[Assignment]
Lift out each line of the data that holds "button".

[Items from a data source]
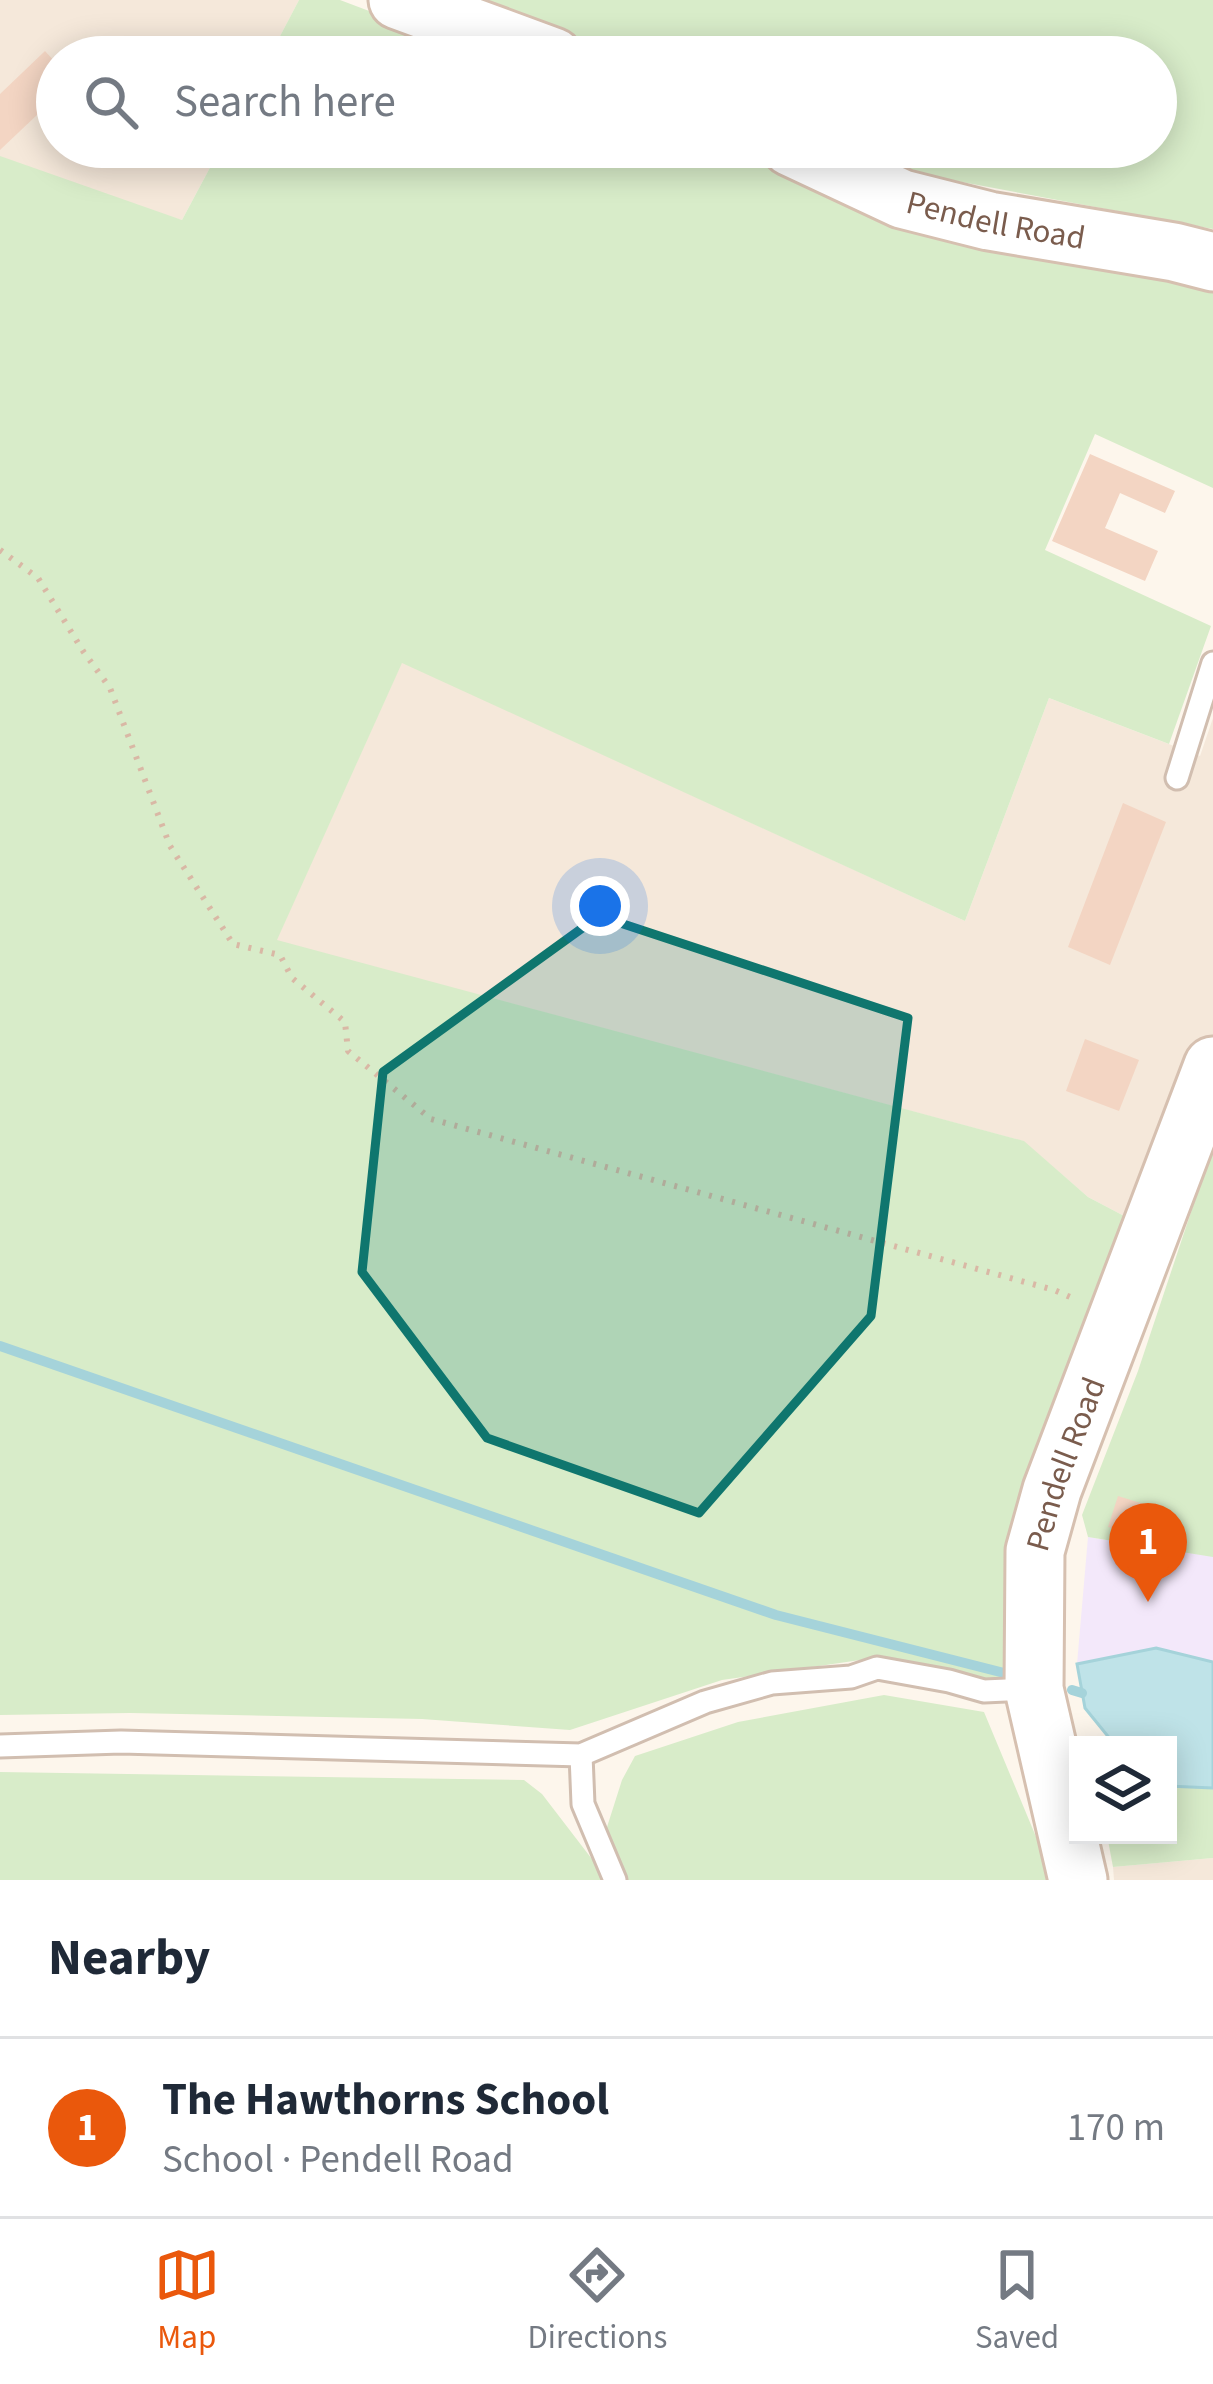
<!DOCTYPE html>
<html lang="en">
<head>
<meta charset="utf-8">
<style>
  body { margin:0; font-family:"Source Sans 3",sans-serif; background:#f2f2f3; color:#1f2937 }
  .controls { position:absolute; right:36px; bottom:36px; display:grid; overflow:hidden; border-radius:0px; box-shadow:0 6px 30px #0003 }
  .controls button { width:108px; height:108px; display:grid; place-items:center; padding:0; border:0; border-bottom:3px solid #e0e1e3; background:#fff; color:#1f2937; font:60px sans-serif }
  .you { position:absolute; left:600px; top:906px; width:42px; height:42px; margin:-30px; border:9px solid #fff; border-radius:50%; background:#1a73e8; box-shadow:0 0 0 18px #1a73e833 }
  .badge { display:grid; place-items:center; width:78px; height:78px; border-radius:50%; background:#ea580c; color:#fff; font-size:39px; font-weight:700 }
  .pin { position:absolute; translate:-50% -99px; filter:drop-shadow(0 3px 6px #0008) }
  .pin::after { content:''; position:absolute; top:63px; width:42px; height:36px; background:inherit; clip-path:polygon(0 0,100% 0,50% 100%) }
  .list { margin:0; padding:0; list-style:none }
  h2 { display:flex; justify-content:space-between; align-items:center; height:156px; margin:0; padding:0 48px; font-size:51px }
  h2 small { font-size:39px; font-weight:400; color:#747a83 }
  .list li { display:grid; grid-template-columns:78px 1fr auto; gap:36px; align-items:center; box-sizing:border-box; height:180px; padding:0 48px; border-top:3px solid #e0e1e3 }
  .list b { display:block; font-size:45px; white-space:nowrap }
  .list p { margin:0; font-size:39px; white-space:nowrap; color:#747a83 }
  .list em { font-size:39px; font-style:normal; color:#747a83 }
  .icon { flex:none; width:66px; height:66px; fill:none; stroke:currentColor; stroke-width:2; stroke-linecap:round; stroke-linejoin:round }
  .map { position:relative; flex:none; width:1213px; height:1880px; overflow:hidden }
  .search { position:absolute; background:#fff; box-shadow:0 6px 30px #0003; left:36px; right:36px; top:36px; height:132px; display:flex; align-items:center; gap:30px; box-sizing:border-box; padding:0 42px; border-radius:66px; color:#747a83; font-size:45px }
  .sheet { height:336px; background:#fff }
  nav { display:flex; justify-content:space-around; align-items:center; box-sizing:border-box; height:168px; border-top:3px solid #e0e1e3; background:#fff; font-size:33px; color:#747a83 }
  nav a { display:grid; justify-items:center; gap:6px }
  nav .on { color:#ea580c }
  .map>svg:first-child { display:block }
  .residential { fill:#f5e8da }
  .education { fill:#f3e8fa }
  .green { fill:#d8ecc9 }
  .water { fill:#bfe3e8; stroke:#a5d3da; stroke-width:3 }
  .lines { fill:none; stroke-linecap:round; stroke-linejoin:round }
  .stream { stroke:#a5d3da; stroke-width:10 }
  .building { fill:#f3d5c3 }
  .lane-casing { stroke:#d1beb0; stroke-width:27 }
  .secondary-casing { stroke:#d6c0b0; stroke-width:63 }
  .path { stroke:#d9b8a5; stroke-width:6; stroke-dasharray:3 9; stroke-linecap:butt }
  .lane { stroke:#fff; stroke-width:21 }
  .secondary { stroke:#fff; stroke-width:57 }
  .marked { fill:#0f766e; fill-opacity:0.2; stroke:#0f766e; stroke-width:9; stroke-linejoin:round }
  .labels { text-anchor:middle; stroke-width:12; stroke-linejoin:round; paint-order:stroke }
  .street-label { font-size:33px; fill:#7a5c4d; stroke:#fffaf3 }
</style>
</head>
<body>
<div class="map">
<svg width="1213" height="1880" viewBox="0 0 1213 1880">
  <rect width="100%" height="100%" fill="#fdf6ec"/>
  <path class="residential" d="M 0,0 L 299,0 L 269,57 L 57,57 L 57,147 L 221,147 L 182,220 L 0,169 Z
    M 402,662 L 965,921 L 1049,698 L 1200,756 L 1213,718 L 1213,1036 L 1147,1228 L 1088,1197 L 1023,1141 L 276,941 Z
    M 1213,1858 L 1213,1880 L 1114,1880 L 1113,1867 Z"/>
  <path class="education" d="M 1088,1537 L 1210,1556 L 1213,1539 L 1213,1662 L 1156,1648 L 1077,1664 Z"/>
  <path class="green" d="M 299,0 L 340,0 L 491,57 L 269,57 Z
    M 461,0 L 1213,0 L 1213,229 L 855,162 L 820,147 L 1156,147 L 1156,57 L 600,57 Z
    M 221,147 L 739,147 L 855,201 L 1213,282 L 1213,488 L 1095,434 L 1045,550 L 1211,626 L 1169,744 L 1049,698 L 965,921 L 402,663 L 277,940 L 1024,1141 L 1088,1197 L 1147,1228 L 1055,1399 L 1008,1584 L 1008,1683 L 881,1657 L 722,1680 L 570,1730 L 422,1719 L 130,1713 L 0,1715 L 0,156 L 182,220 Z
    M 1213,1146 L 1213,1557 L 1088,1537 L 1082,1515 L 1138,1371 Z
    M 884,1695 L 984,1712 L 1054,1880 L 617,1880 L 600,1849 L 622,1780 L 635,1756 L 738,1722 Z
    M 0,1772 L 524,1780 L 542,1794 L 608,1880 L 0,1880 Z
    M 1168,1786 L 1213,1788 L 1213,1858 L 1113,1867 L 1107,1835 L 1168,1835 Z"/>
  <path class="water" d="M 1156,1648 L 1213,1662 L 1213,1788 L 1168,1786 L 1168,1745 L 1115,1745 L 1085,1708 L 1077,1664 Z"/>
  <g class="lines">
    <path class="stream" d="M 0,1346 L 776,1615 L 1016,1676
      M 1072,1690 L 1082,1693"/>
  </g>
  <path class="building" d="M 45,51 L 57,64 L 57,96 L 0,150 L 0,94 Z
    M 1090,454 L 1175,491 L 1165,513 L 1120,493 L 1105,528 L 1158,551 L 1145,581 L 1052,541 Z
    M 1123,803 L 1166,822 L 1110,965 L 1068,947 Z
    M 1085,1039 L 1139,1060 L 1119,1111 L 1066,1091 Z
    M 1118,1496 L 1176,1514 L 1166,1545 L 1108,1527 Z"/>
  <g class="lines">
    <g class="lane-casing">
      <path id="lane" d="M 1177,778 L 1213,663
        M 0,1746 L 121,1742 L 581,1755 L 705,1702 L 772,1683 L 851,1677 L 877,1668 L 949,1681 L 984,1691 L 1031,1689
        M 581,1755 L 583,1804 L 615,1880"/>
    </g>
    <g class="secondary-casing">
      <g id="secondary">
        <path d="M 398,0 L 553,57"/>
        <path id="s1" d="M 791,147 L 902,199 L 989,221 L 1174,252 L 1213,262"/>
        <path id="s2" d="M 1078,1880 L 1034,1689 L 1035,1551 L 1052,1490 L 1213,1066"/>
      </g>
    </g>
    <path class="path" d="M 0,550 L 38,578 L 83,651 L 110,688 L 170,846 L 233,944 L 280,955 L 292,978 L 345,1022 L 348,1051 L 431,1119 L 1054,1290 L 1077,1300"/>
    <use href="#lane" class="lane"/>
    <use href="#secondary" class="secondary"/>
  </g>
  <path class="marked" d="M 599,916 L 908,1018 L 871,1316 L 699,1513 L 487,1438 L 362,1272 L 383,1072 Z"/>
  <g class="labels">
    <g class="street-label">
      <text dy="12" stroke="none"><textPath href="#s1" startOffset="219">Pendell Road</textPath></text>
      <text dy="12" stroke="none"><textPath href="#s2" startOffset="426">Pendell Road</textPath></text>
    </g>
  </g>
</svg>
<div class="controls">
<button><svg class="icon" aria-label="layers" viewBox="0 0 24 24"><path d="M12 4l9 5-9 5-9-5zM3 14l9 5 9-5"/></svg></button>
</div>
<div class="you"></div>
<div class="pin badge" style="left:1148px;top:1602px">1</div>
<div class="search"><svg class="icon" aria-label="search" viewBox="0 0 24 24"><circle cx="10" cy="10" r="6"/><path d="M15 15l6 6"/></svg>Search here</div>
</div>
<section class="sheet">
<h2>Nearby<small></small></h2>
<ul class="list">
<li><span class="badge">1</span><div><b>The Hawthorns School</b><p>School · Pendell Road</p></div><em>170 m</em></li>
</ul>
</section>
<nav>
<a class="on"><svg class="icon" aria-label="map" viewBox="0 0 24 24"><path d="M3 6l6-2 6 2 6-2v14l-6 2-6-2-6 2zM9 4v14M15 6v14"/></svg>Map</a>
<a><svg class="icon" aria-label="directions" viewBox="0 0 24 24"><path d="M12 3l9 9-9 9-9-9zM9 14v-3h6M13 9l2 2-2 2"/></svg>Directions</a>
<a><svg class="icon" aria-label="saved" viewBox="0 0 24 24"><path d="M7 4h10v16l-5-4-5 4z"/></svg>Saved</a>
</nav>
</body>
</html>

[Task output]
  .controls button { width:108px; height:108px; display:grid; place-items:center; padding:0; border:0; border-bottom:3px solid #e0e1e3; background:#fff; color:#1f2937; font:60px sans-serif }
<button><svg class="icon" aria-label="layers" viewBox="0 0 24 24"><path d="M12 4l9 5-9 5-9-5zM3 14l9 5 9-5"/></svg></button>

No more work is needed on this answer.